- **PROBLEM TO SOLVE**:
Whichever lines of the material contain "linecap", copy each of them.
==*==
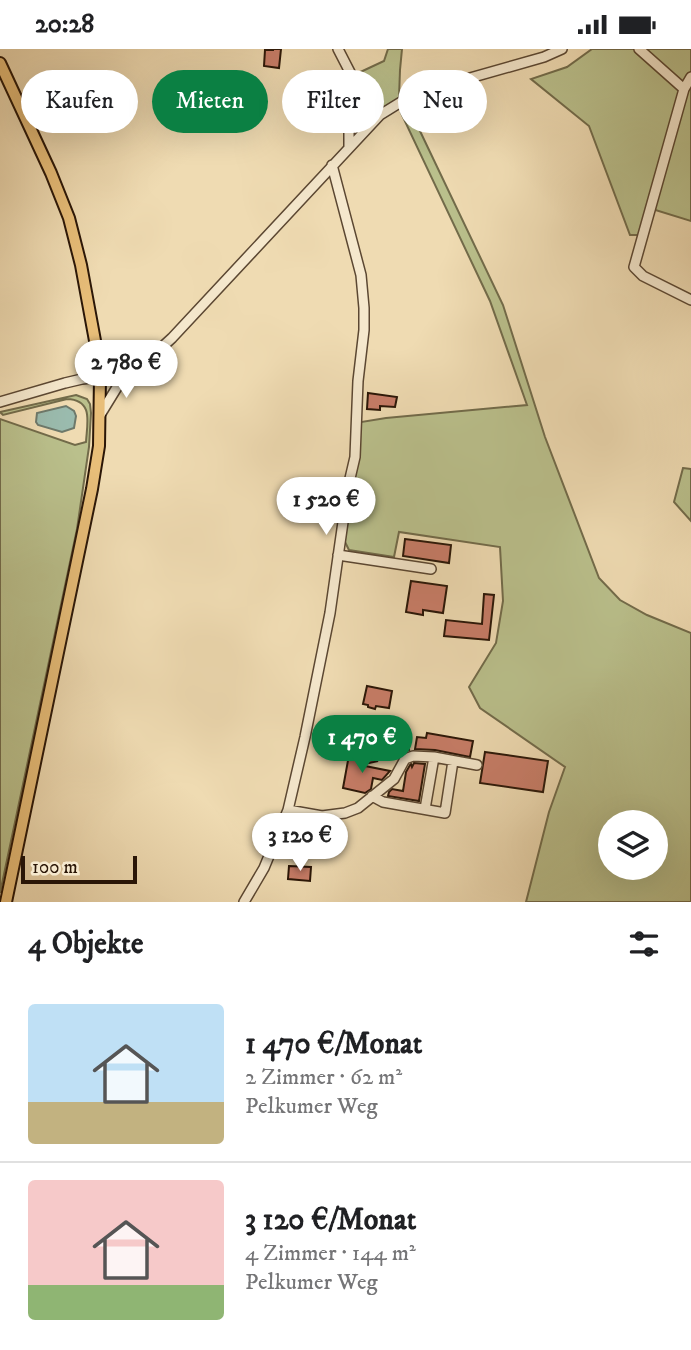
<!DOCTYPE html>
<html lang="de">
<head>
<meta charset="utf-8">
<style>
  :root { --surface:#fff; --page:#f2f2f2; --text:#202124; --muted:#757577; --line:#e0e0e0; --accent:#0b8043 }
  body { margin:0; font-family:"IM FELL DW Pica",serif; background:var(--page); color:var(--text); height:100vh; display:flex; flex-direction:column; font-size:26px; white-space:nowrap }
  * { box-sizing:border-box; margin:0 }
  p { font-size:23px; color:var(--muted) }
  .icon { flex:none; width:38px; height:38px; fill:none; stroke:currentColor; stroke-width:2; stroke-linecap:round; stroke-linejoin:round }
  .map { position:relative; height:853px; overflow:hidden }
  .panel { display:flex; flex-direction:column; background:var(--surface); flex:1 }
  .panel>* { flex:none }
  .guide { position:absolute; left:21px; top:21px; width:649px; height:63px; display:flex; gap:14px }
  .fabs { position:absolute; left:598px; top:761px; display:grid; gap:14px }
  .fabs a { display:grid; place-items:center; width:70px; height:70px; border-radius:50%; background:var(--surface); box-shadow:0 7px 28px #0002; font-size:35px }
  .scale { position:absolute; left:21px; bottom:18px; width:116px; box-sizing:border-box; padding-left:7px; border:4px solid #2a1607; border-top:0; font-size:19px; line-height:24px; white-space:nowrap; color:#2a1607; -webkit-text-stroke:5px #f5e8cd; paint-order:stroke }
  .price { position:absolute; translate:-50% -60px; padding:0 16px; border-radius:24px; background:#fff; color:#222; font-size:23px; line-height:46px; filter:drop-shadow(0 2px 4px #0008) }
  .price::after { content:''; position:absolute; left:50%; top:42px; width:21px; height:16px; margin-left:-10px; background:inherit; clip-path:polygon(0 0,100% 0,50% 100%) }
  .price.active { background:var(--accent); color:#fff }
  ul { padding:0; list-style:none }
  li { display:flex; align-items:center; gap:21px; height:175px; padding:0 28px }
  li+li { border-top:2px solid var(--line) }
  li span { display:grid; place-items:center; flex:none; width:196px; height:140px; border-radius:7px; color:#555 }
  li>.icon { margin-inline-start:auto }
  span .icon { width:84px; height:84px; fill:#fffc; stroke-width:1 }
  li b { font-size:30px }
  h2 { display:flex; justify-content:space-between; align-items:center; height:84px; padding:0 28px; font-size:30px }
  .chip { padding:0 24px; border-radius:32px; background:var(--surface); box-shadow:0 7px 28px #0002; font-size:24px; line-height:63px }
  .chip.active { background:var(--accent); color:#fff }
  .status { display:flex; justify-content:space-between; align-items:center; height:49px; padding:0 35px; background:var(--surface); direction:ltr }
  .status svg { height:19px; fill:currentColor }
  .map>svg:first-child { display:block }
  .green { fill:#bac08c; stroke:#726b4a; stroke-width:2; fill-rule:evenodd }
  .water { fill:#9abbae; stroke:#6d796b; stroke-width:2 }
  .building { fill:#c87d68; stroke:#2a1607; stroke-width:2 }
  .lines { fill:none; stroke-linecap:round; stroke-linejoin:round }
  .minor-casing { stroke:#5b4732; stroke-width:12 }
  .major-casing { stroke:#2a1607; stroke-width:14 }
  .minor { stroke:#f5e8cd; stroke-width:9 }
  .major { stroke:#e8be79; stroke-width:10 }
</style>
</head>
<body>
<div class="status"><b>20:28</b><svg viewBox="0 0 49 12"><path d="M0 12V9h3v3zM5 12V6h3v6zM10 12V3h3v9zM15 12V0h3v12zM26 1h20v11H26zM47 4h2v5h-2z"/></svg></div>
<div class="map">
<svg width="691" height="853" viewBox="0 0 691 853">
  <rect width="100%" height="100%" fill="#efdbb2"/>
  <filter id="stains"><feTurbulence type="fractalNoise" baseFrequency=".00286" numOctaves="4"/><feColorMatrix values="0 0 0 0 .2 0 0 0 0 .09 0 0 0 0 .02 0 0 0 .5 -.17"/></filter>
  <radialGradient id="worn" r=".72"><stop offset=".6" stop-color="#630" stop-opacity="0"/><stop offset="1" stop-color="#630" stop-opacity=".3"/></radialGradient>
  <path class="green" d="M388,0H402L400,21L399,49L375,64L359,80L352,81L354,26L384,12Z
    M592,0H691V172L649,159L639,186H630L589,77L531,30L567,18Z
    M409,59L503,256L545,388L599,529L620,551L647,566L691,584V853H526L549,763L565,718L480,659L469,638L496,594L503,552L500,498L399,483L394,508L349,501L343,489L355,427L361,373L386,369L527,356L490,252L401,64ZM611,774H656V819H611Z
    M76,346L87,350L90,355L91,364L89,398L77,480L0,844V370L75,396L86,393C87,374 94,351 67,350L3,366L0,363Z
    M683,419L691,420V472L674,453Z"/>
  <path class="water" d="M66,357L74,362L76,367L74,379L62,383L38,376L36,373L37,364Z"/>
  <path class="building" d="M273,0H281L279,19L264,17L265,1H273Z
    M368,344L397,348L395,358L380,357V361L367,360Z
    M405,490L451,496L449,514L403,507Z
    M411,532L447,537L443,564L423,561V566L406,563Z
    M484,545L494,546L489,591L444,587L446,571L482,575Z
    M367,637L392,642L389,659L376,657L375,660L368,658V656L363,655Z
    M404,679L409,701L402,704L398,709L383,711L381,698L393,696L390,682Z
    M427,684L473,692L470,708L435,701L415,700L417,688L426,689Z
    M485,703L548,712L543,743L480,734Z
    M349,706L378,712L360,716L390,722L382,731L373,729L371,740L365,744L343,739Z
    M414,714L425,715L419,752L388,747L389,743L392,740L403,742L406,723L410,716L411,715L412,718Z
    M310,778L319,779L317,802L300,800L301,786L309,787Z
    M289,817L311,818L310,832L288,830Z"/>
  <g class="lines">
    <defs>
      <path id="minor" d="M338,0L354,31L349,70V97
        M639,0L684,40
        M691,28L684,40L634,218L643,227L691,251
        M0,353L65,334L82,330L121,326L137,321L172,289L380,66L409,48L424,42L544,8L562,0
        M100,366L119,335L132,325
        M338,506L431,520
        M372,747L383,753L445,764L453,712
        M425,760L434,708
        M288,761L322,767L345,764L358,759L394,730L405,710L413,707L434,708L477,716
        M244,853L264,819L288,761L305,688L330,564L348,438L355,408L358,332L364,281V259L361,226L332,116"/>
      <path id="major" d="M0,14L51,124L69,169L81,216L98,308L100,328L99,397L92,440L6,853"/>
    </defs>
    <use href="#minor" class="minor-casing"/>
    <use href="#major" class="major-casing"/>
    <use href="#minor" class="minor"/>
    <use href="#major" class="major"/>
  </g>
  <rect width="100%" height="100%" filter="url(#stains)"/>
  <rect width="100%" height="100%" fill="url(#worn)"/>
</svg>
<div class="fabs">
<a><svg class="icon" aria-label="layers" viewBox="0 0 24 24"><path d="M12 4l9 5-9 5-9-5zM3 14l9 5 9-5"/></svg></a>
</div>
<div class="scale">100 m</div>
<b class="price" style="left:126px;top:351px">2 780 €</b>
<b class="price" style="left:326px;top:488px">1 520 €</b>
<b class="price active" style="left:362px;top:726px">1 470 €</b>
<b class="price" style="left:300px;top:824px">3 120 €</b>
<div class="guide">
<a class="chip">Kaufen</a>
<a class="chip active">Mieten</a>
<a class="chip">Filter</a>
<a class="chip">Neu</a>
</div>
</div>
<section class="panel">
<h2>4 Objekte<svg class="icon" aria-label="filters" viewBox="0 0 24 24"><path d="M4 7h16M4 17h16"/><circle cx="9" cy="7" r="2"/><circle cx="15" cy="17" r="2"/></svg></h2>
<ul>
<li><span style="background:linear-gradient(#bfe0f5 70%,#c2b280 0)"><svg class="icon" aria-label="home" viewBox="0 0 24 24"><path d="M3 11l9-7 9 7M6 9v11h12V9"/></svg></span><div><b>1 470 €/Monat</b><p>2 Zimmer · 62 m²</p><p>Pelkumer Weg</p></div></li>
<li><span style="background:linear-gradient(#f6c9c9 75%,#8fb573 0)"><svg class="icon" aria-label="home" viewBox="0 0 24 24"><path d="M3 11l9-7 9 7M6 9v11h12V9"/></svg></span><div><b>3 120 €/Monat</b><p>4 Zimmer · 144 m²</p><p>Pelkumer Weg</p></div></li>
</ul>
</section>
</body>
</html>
==*==
- **TASK RESULT**:
  .icon { flex:none; width:38px; height:38px; fill:none; stroke:currentColor; stroke-width:2; stroke-linecap:round; stroke-linejoin:round }
  .lines { fill:none; stroke-linecap:round; stroke-linejoin:round }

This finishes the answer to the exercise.